I haven’t cleaned it up at all, and really wouldn’t expect anyone else to care, but all my mashed together work (source & binaries!) is here: MinGW-AtariTOS.7z

UPDATE

I started browsing more cd.textfiles.com and amazingly found a ‘home made CD-ROM set’ of Atari software, and buried in the gigabytes of stuff was 4 of the 5 disks of the original GCC-1.23! Namely the source & includes to the first GCC library. I didn’t think this article was going to get any traction, let alone downloads. So many people downloaded the above download.

Anyways I started to put together a better package on sourceforge since it’ll do the multiple GIT’s and nicer downloads.

Download crossAtariST

The default download set is for GCC-1.30, with the headers & lib, along with source. It’s crazy small which just goes for how this old stuff is, and how impact full for losing a few kb.

Also the shell that you use apparently makes a BIG difference. The shell that I was using EmuCON doesn’t show any output from the GCC 1.x libs. However other shells most certainly do. I’ll have to do another update regarding shells/emulation.

14 thoughts on “Cross compiling to the Atari ST

    • I’d never seen that page before, although it certainly implies that its MINT only, not for GEMDOS/regular ST mode.

      That said the MinGW built stuff is missing all the runtime DLL’s.
      libmpc-3.dll libmpfr-4.dll libgmp-10.dll zlib1.dll

      I downloaded: binutils-2.32-mint-20190223-bin-mingw32.tar gcc-4.6.4-mint-20170518-bin-mingw32.tar
      mintbin-0.3-mint-20171006-bin-mingw32.tar mintlib-0.60.1-mint-20181123-dev.tar

      And even then there is no crt0.o

      I downloaded m68k-atari-mint-base-20190223-mingw32.tar.xz . I have the DLL’s for GCC 8, which did work for a simple hello world. I have been long under the impression that the MiNT libc / target stuff was strictly for MiNT.

      That said, a few turns in the infocom player thing, and it crashed. Hard too as nothing else will run requiring me to reset.
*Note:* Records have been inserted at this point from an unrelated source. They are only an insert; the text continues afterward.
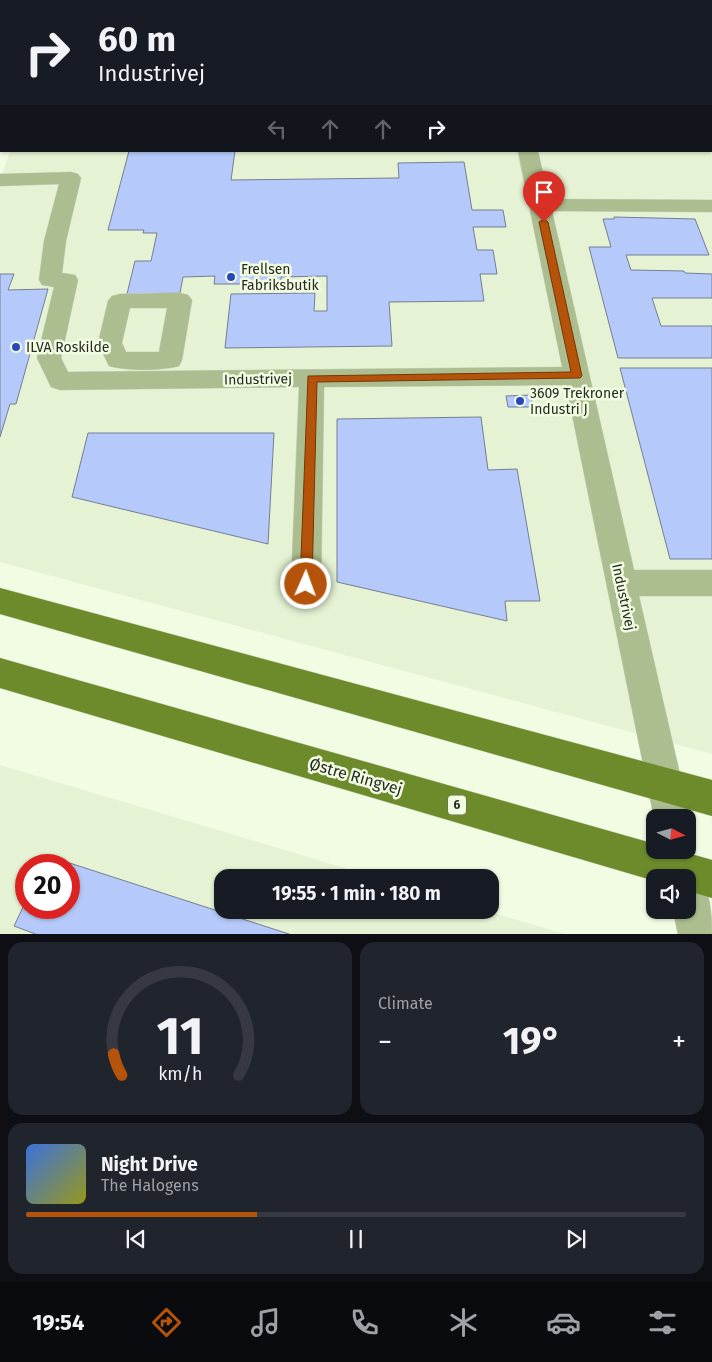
<!DOCTYPE html>
<meta charset="utf-8">
<style>
:root{--surface:#171b24;--page:#20242c;--text:#f1f3f6;--muted:#9ea1a6;--line:#363941;--accent:#b45309}
body{margin:0;font-family:"Fira Sans",sans-serif;background:var(--page);color:var(--text);height:100vh;display:flex;flex-direction:column;font-size:19px;white-space:nowrap}
*{box-sizing:border-box;margin:0}
p{font-size:16px;color:var(--muted)}
.icon{flex:none;width:28px;height:28px;fill:none;stroke:currentColor;stroke-width:2;stroke-linecap:round;stroke-linejoin:round}
.map{position:relative;height:934px;overflow:hidden}
.side{display:flex;flex-direction:column;gap:8px;padding:8px;background:#0d0f14;flex:1}
.side>*{flex:none}
.banner{position:absolute;left:0px;top:0px;width:712px;height:152px;box-shadow:0 1px 4px #0004;background:#171b24;color:var(--text);overflow:hidden}
.needle{width:32px;rotate:96deg}
.tools{position:absolute;left:646px;top:809px;display:grid;gap:10px}
.tools a{display:grid;place-items:center;width:50px;height:50px;border-radius:10px;background:var(--surface);box-shadow:0 1px 4px #0004;font-size:25px}
.speed{position:absolute;left:15px;top:854px;display:flex;gap:10px;font-size:25px;font-weight:700;text-align:center}
.speed>*{display:grid;place-content:center;width:65px;height:65px;border-radius:50%;background:var(--surface);box-shadow:0 1px 4px #0004;line-height:1}
.speed .limit{border:8px solid #d22;background:#fff;color:#111}
.pin{position:absolute;display:grid;place-items:center;width:42px;height:42px;color:#fff;margin:-51px -21px;border-radius:50% 50% 50% 0;rotate:-45deg;box-shadow:0 0 5px #0007}
.pin .icon{rotate:45deg}
.me{position:absolute;width:55px;margin:-28px;rotate:2deg;stroke-linejoin:round;filter:drop-shadow(0 0 4px #0008)}
.turn{display:flex;align-items:center;gap:18px;height:105px;padding:0 15px;font-size:22px}
.turn .icon{width:65px;height:65px;stroke-width:2.5}
.turn b{display:block;font-size:35px;line-height:42px}
.lanes{display:flex;align-items:center;height:48px;padding:0 15px;background:#0003;justify-content:center;gap:25px;direction:ltr}
.lanes .off{opacity:.35}
.big{font-size:38px;font-weight:700;line-height:1.1}
.side .card{flex:1;display:flex;flex-direction:column;justify-content:center;gap:8px;min-width:0;padding:0 18px;border-radius:15px;background:var(--page)}
.side .dial{align-items:center;gap:0}
.dial svg{height:130px;overflow:visible;fill:none;stroke:var(--line);stroke-width:7;stroke-linecap:round;text-anchor:middle}
.dial text{fill:var(--text);stroke:none}
.song{display:flex;align-items:center;gap:15px}
.cover{width:60px;height:60px;border-radius:8px;background:linear-gradient(135deg,hsl(220 70% 55%),hsl(60 70% 35%))}
.played{height:5px;border-radius:2px;background:linear-gradient(90deg,var(--accent) 35%,var(--line) 35%)}
.keys{display:flex;justify-content:space-around;direction:ltr}
.heat{display:flex;justify-content:space-between;align-items:center;font-size:28px;direction:ltr}
.side .tiles{flex:1;display:grid;gap:8px;grid-template-columns:1fr 1fr}
.card:last-child{grid-column:span 2}
.trip{position:absolute;left:214px;top:869px;width:285px;height:50px;border-radius:15px;background:var(--surface);box-shadow:0 1px 4px #0004;font-weight:700;line-height:50px;text-align:center}
.menu{display:flex;height:80px;justify-content:space-around;align-items:center;background:#090b0e;color:var(--muted)}
.menu .icon{width:35px;height:35px}
.menu .current{color:var(--accent)}
.menu b{font-size:22px;color:var(--text)}
.map>svg:first-child{display:block}
</style>
<div class="map">
<svg width="712" height="935" viewBox="0 0 712 935">
<rect width="100%" height="100%" fill="#f2fce3"/>
<g fill="#e5f2d3" fill-rule="evenodd">
<path d="M 65,0 L 712,0 L 712,754 L 0,562 L 0,179 L 10,151 L 711,151 L 711,1 Z"/>
<path d="M 0,765 L 375,877 L 222,878 L 222,910 L 483,910 L 565,934 L 0,934 ZM 26,865 L 69,865 L 69,908 L 26,908 Z"/>
</g>
<g fill="#b5cafa" stroke="#757e92">
<path d="M 232,0 L 318,0 L 231,1 Z"/>
<rect x="347" y="0" width="118" height="1"/>
<path d="M 531,0 L 585,0 L 586,1 L 531,1 Z"/>
<rect x="711" y="38" width="1" height="83"/>
<path d="M 129,151 L 235,151 L 231,180 L 399,178 L 398,163 L 464,162 L 472,210 L 503,210 L 506,227 L 473,227 L 477,250 L 493,250 L 497,274 L 480,274 L 484,301 L 389,302 L 392,346 L 225,348 L 231,294 L 315,293 L 314,311 L 327,311 L 327,276 L 281,277 L 281,284 L 214,284 L 215,276 L 183,277 L 180,293 L 127,294 L 135,261 L 151,261 L 157,233 L 143,233 L 144,230 L 108,230 Z"/>
<path d="M 614,217 L 695,219 L 709,255 L 626,255 L 631,270 L 684,271 L 685,273 L 712,274 L 712,298 L 652,298 L 661,326 L 712,326 L 712,358 L 618,358 L 589,247 L 611,247 L 603,219 L 614,219 Z"/>
<path d="M 0,274 L 14,274 L 8,290 L 48,289 L 16,404 L 10,404 L 0,437 Z"/>
<path d="M 620,368 L 712,368 L 712,559 L 670,559 Z"/>
<path d="M 531,395 L 533,407 L 508,407 L 506,396 Z"/>
<path d="M 481,417 L 488,470 L 517,469 L 540,601 L 505,601 L 507,621 L 337,582 L 337,419 Z"/>
<path d="M 88,433 L 274,433 L 268,544 L 72,497 Z"/>
<path d="M 48,856 L 292,935 L 38,935 L 14,926 L 26,901 L 26,908 L 69,908 L 69,865 L 44,865 Z"/>
</g>
<g fill="none" stroke-linecap="round" stroke-linejoin="round">
<defs>
<g id="minor">
<rect x="131" y="0" width="16" height="1"/>
<rect x="488" y="0" width="16" height="1"/>
<path d="M 1,130 L 1,144 L 0,145 L 0,131 Z"/>
<path d="M 518,151 L 538,151 L 549,199 L 712,200 L 712,212 L 552,211 L 634,570 L 712,570 L 712,596 L 639,596 L 690,818 L 688,825 L 688,818 L 655,818 L 655,821 L 654,818 L 566,385 L 324,387 L 321,584 L 317,593 L 306,597 L 295,593 L 291,584 L 299,387 L 60,390 L 51,387 L 37,358 L 54,287 L 42,285 L 39,280 L 44,241 L 59,184 L 0,186 L 0,174 L 71,172 L 78,174 L 81,178 L 66,241 L 62,273 L 75,275 L 78,280 L 61,358 L 68,372 L 562,367 Z"/>
<path d="M 180,293 L 188,295 L 192,300 L 182,360 L 179,366 C 161,371 127,371 109,366 L 98,343 L 108,301 L 112,296 L 120,294 ZM 130,308 L 167,308 L 159,352 L 126,352 L 122,343 Z"/>
<path d="M 688,869 L 701,875 C 710,895 712,913 712,935 L 678,935 L 673,910 L 688,910 L 688,878 L 673,878 L 675,875 Z"/>
</g>
<g id="major">
<path d="M 0,588 L 712,780 L 712,816 L 0,614 Z"/>
<path d="M 0,658 L 655,844 L 655,850 L 677,850 L 712,860 L 712,898 L 688,891 L 688,878 L 655,878 L 655,881 L 0,688 Z"/>
</g>
</defs>
<use href="#minor" stroke="#cdd6c0" stroke-width="1"/>
<use href="#major" stroke="#cdd6c0" stroke-width="1"/>
<use href="#minor" fill="#acbe8f" fill-rule="evenodd"/>
<use href="#major" fill="#6d8b2b" fill-rule="evenodd"/>
</g>
<path fill="#b45309" stroke="#753606" d="M 544,219 L 548,222 L 582,376 L 580,378 L 317,382 L 312,584 L 310,588 L 306,589 L 301,588 L 300,584 L 308,376 L 571,372 L 539,222 Z"/>
<g fill="#2848b7" stroke="#f2fce3" stroke-width="2">
<circle cx="231" cy="277" r="5"/>
<circle cx="16" cy="347" r="5"/>
<circle cx="520" cy="401" r="5"/>
</g>
<g text-anchor="middle" stroke-width="5" stroke-linejoin="round" paint-order="stroke">
<rect fill="#f2fce3" stroke="#63695b" stroke-width="1" x="448" y="795.5" width="18" height="19" rx="4"/>
<g font-size="12" font-weight="bold" fill="#262a21">
<text x="457" y="809">6</text>
</g>
<g font-size="14" fill="#262a21" stroke="#f2fce3" text-anchor="start">
<text x="241" y="274">Frellsen<tspan x="241" dy="16">Fabriksbutik</tspan></text>
<text x="26" y="352">ILVA Roskilde</text>
<text x="530" y="398">3609 Trekroner<tspan x="530" dy="16">Industri J</tspan></text>
</g>
<g font-size="14" fill="#262a21" stroke="#f2fce3">
<text transform="translate(258 379) rotate(-1)" y="5">Industrivej</text>
<text transform="translate(624 597) rotate(78)" y="5">Industrivej</text>
</g>
<g font-size="16" fill="#262a21" stroke="#f2fce3">
<text transform="translate(356 776) rotate(16)" y="6">Østre Ringvej</text>
</g>
</g>
</svg>
<div class="tools">
<a><svg class="needle" viewBox="-14 -14 28 28"><path d="M0-13l5 13h-10z" fill="#e53935"/><path d="M0 13l5-13h-10z" fill="#9ea1a6"/></svg></a>
<a><svg class="icon" aria-label="sound" viewBox="0 0 24 24"><path d="M4 9h4l5-4v14l-5-4H4zM17 9q2 3 0 6"/></svg></a>
</div>
<div class="speed"><div class="limit">20</div></div>
<div class="pin" style="left:544px;top:222px;background:#d93025"><svg class="icon" aria-label="arrive" viewBox="0 0 24 24"><path d="M6 21V4h12l-3 4 3 4H6"/></svg></div>
<svg class="me" style="left:306px;top:584px" viewBox="-20 -20 40 40"><circle r="17" fill="#b45309" stroke="#fff" stroke-width="3"/><path d="M0-11L8 9 0 5-8 9z" fill="#fff"/></svg>
<div class="trip">19:55 · 1 min · 180 m</div>
<div class="banner">
<div class="turn"><svg class="icon" aria-label="right" viewBox="0 0 24 24"><path d="M7 20v-9h11M14 6l5 5-5 5"/></svg><div><b>60 m</b>Industrivej</div></div>
<div class="lanes"><svg class="icon off" aria-label="left" viewBox="0 0 24 24"><path d="M17 20v-9H6M10 6l-5 5 5 5"/></svg><svg class="icon off" aria-label="ahead" viewBox="0 0 24 24"><path d="M12 20V5M6 11l6-6 6 6"/></svg><svg class="icon off" aria-label="ahead" viewBox="0 0 24 24"><path d="M12 20V5M6 11l6-6 6 6"/></svg><svg class="icon" aria-label="right" viewBox="0 0 24 24"><path d="M7 20v-9h11M14 6l5 5-5 5"/></svg></div>
</div>
</div>
<section class="side">
<div class="tiles">
<div class="card dial"><svg viewBox="0 0 100 80">
<path d="M14 69A42 42 0 1 1 86 69"/>
<path d="M14 69A42 42 0 0 1 9 56" stroke="#b45309"/>
<text x="50" y="56" font-size="32" font-weight="700">11</text>
<text x="50" y="72" font-size="11">km/h</text>
</svg></div>
<div class="card"><p>Climate</p>
<div class="heat"><a>−</a><b class="big">19°</b><a>+</a></div>
</div>
<div class="card">
<div class="song"><i class="cover"></i><div><b>Night Drive</b><p>The Halogens</p></div></div>
<div class="played"></div>
<div class="keys"><svg class="icon" aria-label="previous" viewBox="0 0 24 24"><path d="M18 5L8 12l10 7zM5 5v14"/></svg><svg class="icon" aria-label="pause" viewBox="0 0 24 24"><path d="M8 5v14M16 5v14"/></svg><svg class="icon" aria-label="next" viewBox="0 0 24 24"><path d="M6 5l10 7-10 7zM19 5v14"/></svg></div>
</div>
</div>
</section>
<nav class="menu">
<b>19:54</b>
<svg class="icon current" aria-label="directions" viewBox="0 0 24 24"><path d="M12 3l9 9-9 9-9-9zM9 14v-3h6M13 9l2 2-2 2"/></svg>
<svg class="icon" aria-label="music" viewBox="0 0 24 24"><path d="M9 18V5l10-2v13"/><circle cx="6" cy="18" r="3"/><circle cx="16" cy="16" r="3"/></svg>
<svg class="icon" aria-label="phone" viewBox="0 0 24 24"><path d="M5 4h4l2 5-3 2q2 4 5 5l2-3 5 2v4C11 20 4 13 5 4z"/></svg>
<svg class="icon" aria-label="climate" viewBox="0 0 24 24"><path d="M12 3v18M4 7l16 10M4 17L20 7"/></svg>
<svg class="icon" aria-label="car" viewBox="0 0 24 24"><path d="M5 17H2v-5l4-1 3-4h7l3 4 3 1v5h-3M9 17h6M6 11h13"/><circle cx="7" cy="17" r="2"/><circle cx="17" cy="17" r="2"/></svg>
<svg class="icon" aria-label="filters" viewBox="0 0 24 24"><path d="M4 7h16M4 17h16"/><circle cx="9" cy="7" r="2"/><circle cx="15" cy="17" r="2"/></svg>
</nav>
Meanwhile GCC 2.5.8 seems to run okay, I made it to the planet.

    • It’d been ‘opened’ last year but no source. So it’s finally happened. In that time WineVDM has made incredible strides, and at this point I can’t see anything else even coming close to it.

    • I touched on gcc 0.9 a while ago. Although you are right in that it supports VAX and 68020. I’m not sure if it’ll force down to 68000 only, and I suspect it may work fine with the assembler from the later versions.

      I guess for me it was running down the ancient original stuff I could fine, not so much trying to redo/retrofit it myself from the older stuff.

      But Im sure it’s entirely possible.

    • It was some shell incompatibility from what I recall.

      The Atari and x68000 despite having a 24bit address bus only have tiny areas for programs… As much shit as the pc gets for the 640k thing, at least the 286 maps 15 megabytes of linear memory (and its mmu can map 1GB!!!) just as the 386 boards of the era comfortably do 64MB/4 Gb.

      Even the SUN-2 only maps 4MB of RAM, in the same 24bjt address space

          • The ST only had 4 MB max. RAM, and, as no PMMU was in there, no (UNIX-like) paging.

            You can have 10 MB binaries with GEMDOS on the ST, I’m quite sure, although I never tried. Newer releases of RAM extensions can give you 14.5 MB of usable RAM in the ST, of which 10.5 MB are contiguous (“ALT-RAM”).

            As the ST predates GCC by 2-3 years, I’m sure that wasn’t on their priority list. It wasn’t designed as a workstation killer.

    • Yeah it was surprisingly involved! and not at all straightforward as many of the bits and information had bitrotted out of existance.

      Good luck with your ST compiling adventure!